--- How to complete this task ---
Please give back word for word the lines of the material below between the line containing "Input: one rendered map. Parse" and the line containing "Instruction: Dump the", inclusive.

--- Data provided ---
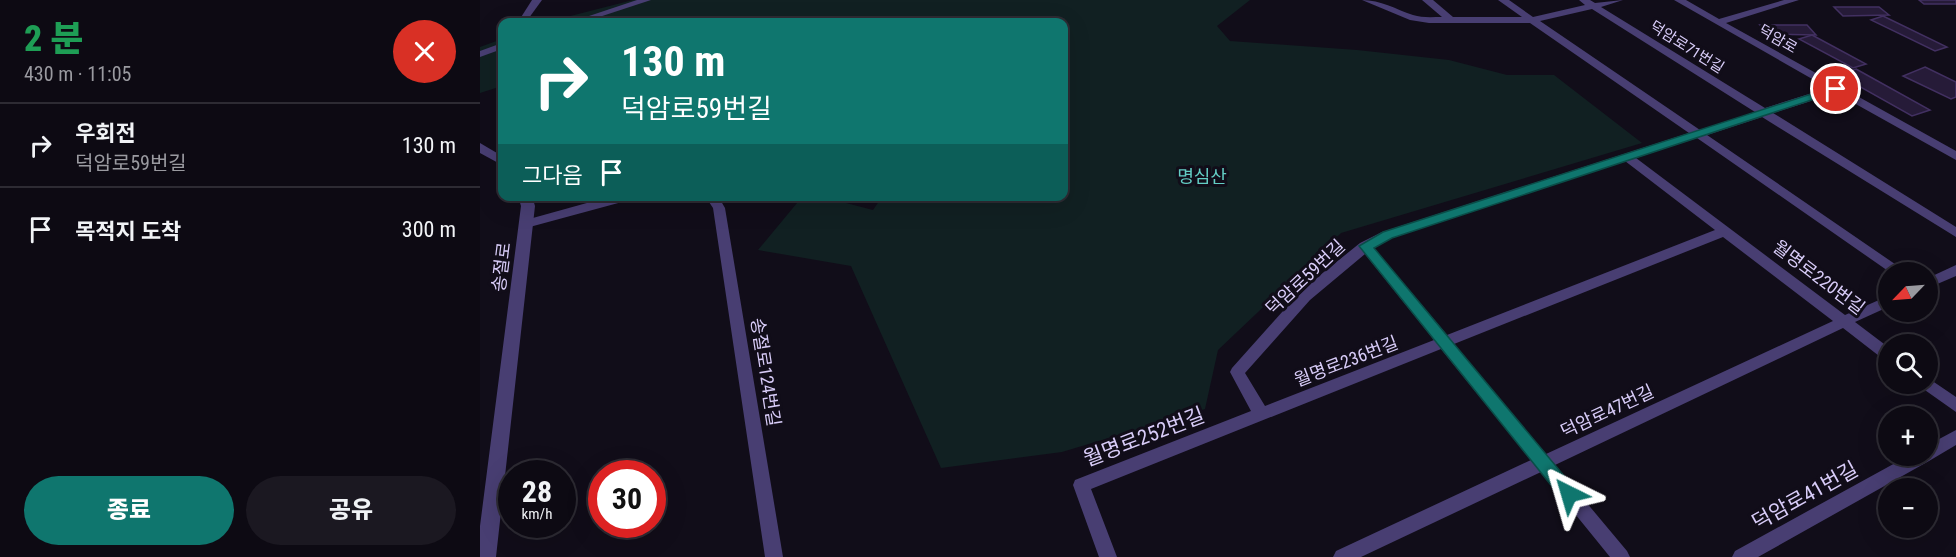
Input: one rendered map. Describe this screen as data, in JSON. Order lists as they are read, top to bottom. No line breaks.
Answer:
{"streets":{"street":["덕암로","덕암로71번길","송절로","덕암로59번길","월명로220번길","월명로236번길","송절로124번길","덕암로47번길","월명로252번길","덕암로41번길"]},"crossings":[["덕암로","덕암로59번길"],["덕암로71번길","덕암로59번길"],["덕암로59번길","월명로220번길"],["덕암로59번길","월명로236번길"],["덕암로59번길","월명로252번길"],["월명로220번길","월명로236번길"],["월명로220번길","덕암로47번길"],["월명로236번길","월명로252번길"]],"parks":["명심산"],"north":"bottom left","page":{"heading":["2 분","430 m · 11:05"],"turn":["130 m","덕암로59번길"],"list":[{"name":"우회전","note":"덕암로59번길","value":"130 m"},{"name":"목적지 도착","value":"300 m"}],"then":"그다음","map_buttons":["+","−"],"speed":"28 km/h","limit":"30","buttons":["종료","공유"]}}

--

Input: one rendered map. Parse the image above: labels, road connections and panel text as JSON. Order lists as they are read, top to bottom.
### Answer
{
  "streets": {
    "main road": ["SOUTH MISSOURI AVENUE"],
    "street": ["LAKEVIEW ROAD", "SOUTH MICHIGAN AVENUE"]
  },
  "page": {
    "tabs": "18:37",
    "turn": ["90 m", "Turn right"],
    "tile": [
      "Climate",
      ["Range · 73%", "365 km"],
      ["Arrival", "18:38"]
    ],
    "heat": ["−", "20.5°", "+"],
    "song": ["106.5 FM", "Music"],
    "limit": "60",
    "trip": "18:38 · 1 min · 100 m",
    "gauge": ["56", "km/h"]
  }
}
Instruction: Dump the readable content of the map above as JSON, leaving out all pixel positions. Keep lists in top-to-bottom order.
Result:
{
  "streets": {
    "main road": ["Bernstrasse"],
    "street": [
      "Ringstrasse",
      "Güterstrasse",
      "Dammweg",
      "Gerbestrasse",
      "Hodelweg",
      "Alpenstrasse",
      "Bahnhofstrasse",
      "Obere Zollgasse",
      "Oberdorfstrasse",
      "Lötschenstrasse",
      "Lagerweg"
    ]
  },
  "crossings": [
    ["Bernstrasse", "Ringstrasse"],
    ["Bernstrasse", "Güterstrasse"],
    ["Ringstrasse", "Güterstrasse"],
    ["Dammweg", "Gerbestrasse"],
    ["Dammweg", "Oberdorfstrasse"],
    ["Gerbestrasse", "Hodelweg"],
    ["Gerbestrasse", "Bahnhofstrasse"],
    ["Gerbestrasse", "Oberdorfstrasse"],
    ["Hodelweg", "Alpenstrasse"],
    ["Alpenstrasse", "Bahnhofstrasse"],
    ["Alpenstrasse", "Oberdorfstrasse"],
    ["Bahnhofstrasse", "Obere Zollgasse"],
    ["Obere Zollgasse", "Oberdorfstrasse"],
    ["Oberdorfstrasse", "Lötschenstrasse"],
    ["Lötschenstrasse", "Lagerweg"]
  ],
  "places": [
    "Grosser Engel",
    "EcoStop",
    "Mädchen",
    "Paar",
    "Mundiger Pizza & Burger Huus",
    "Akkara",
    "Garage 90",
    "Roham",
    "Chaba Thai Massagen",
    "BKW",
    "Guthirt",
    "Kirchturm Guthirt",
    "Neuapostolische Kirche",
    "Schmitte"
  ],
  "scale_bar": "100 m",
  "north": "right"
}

--- Solution for this problem ---
Input: one rendered map. Parse the image above: labels, road connections and panel text as JSON. Order lists as they are read, top to bottom.
### Answer
{
  "streets": {
    "main road": ["SOUTH MISSOURI AVENUE"],
    "street": ["LAKEVIEW ROAD", "SOUTH MICHIGAN AVENUE"]
  },
  "page": {
    "tabs": "18:37",
    "turn": ["90 m", "Turn right"],
    "tile": [
      "Climate",
      ["Range · 73%", "365 km"],
      ["Arrival", "18:38"]
    ],
    "heat": ["−", "20.5°", "+"],
    "song": ["106.5 FM", "Music"],
    "limit": "60",
    "trip": "18:38 · 1 min · 100 m",
    "gauge": ["56", "km/h"]
  }
}
Instruction: Dump the readable content of the map above as JSON, leaving out all pixel positions. Keep lists in top-to-bottom order.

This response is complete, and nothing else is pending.